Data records
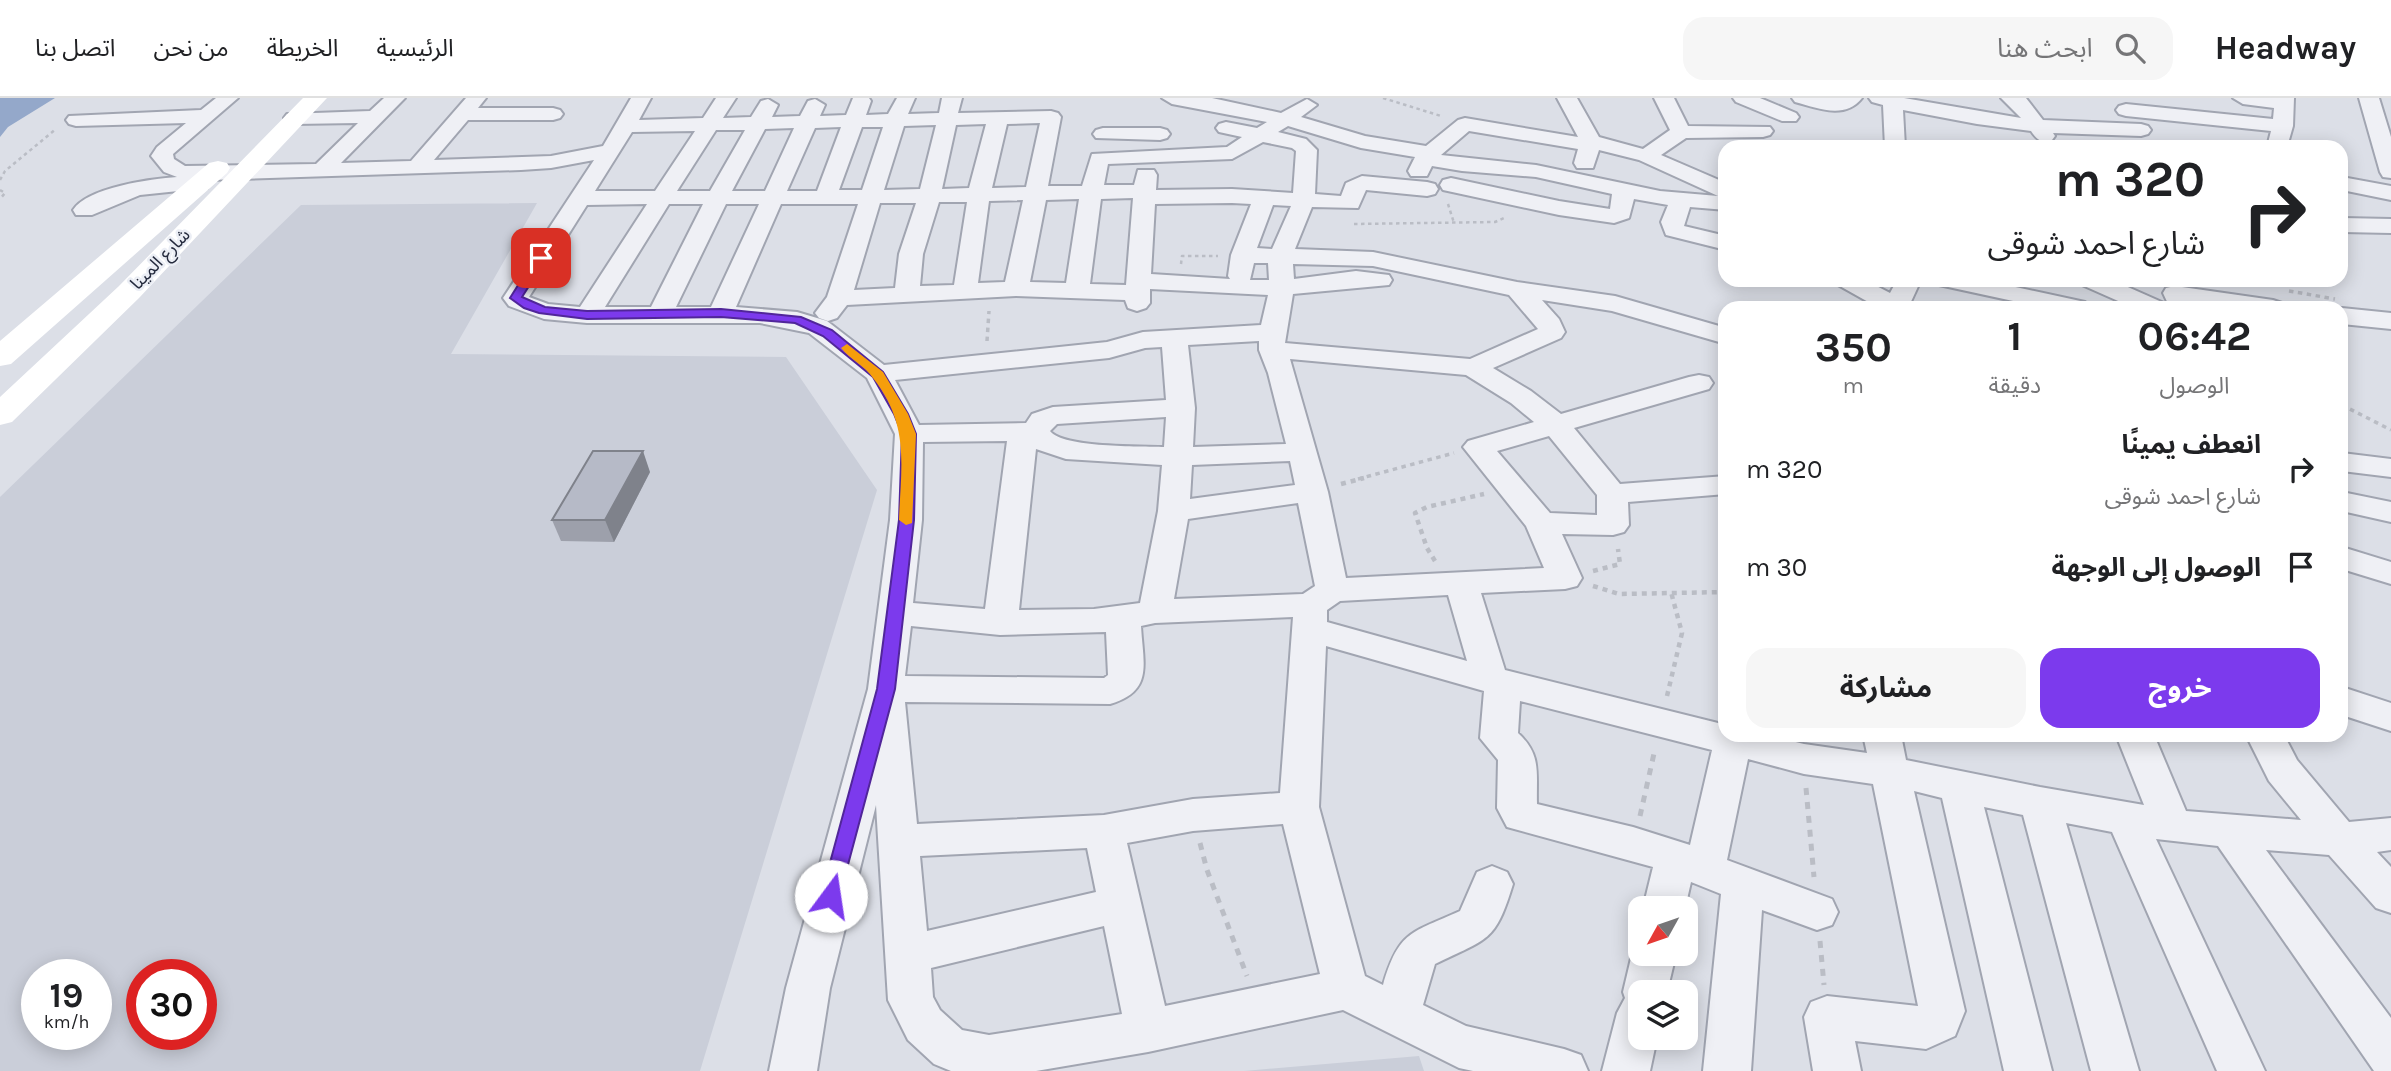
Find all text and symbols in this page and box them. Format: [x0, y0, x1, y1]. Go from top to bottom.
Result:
search box [1683, 17, 2173, 80]
icon: search [2111, 29, 2149, 67]
text: Headway [2215, 29, 2356, 67]
text: ابحث هنا [1997, 33, 2093, 64]
text: اتصل بنا [35, 34, 116, 62]
text: من نحن [154, 34, 229, 62]
text: الخريطة [267, 34, 339, 62]
text: الرئيسية [377, 34, 454, 62]
text: 320 m [2055, 151, 2205, 208]
icon: right [2229, 168, 2320, 259]
street label: شارع المينا [125, 224, 197, 296]
text: شارع احمد شوقى [1987, 225, 2205, 262]
pin [511, 228, 571, 288]
icon: arrive [522, 239, 560, 277]
text: 1 [2007, 311, 2022, 361]
text: 06:42 [2138, 311, 2251, 361]
text: 350 [1815, 322, 1892, 372]
text: m [1843, 372, 1864, 399]
text: دقيقة [1989, 372, 2041, 399]
text: الوصول [2159, 372, 2229, 399]
text: انعطف يمينًا [2121, 429, 2261, 460]
icon: right [2282, 450, 2320, 488]
text: 320 m [1746, 454, 1822, 485]
text: شارع احمد شوقى [2105, 483, 2261, 510]
icon: arrive [2282, 548, 2320, 586]
text: 30 m [1746, 552, 1807, 583]
text: الوصول إلى الوجهة [2052, 552, 2261, 583]
button: مشاركة [1746, 648, 2026, 728]
button: خروج [2040, 648, 2320, 728]
position arrow [794, 859, 868, 933]
north arrow [1628, 896, 1698, 966]
map controls [1628, 896, 1698, 1050]
speed limit sign: 30 [126, 959, 217, 1050]
text: 19 [50, 975, 83, 1016]
button: layers [1628, 980, 1698, 1050]
text: km/h [44, 1011, 89, 1033]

**About this task**
The answer should be a single number giving how many lines in the records hold the word "right".

**Answer to this problem**
2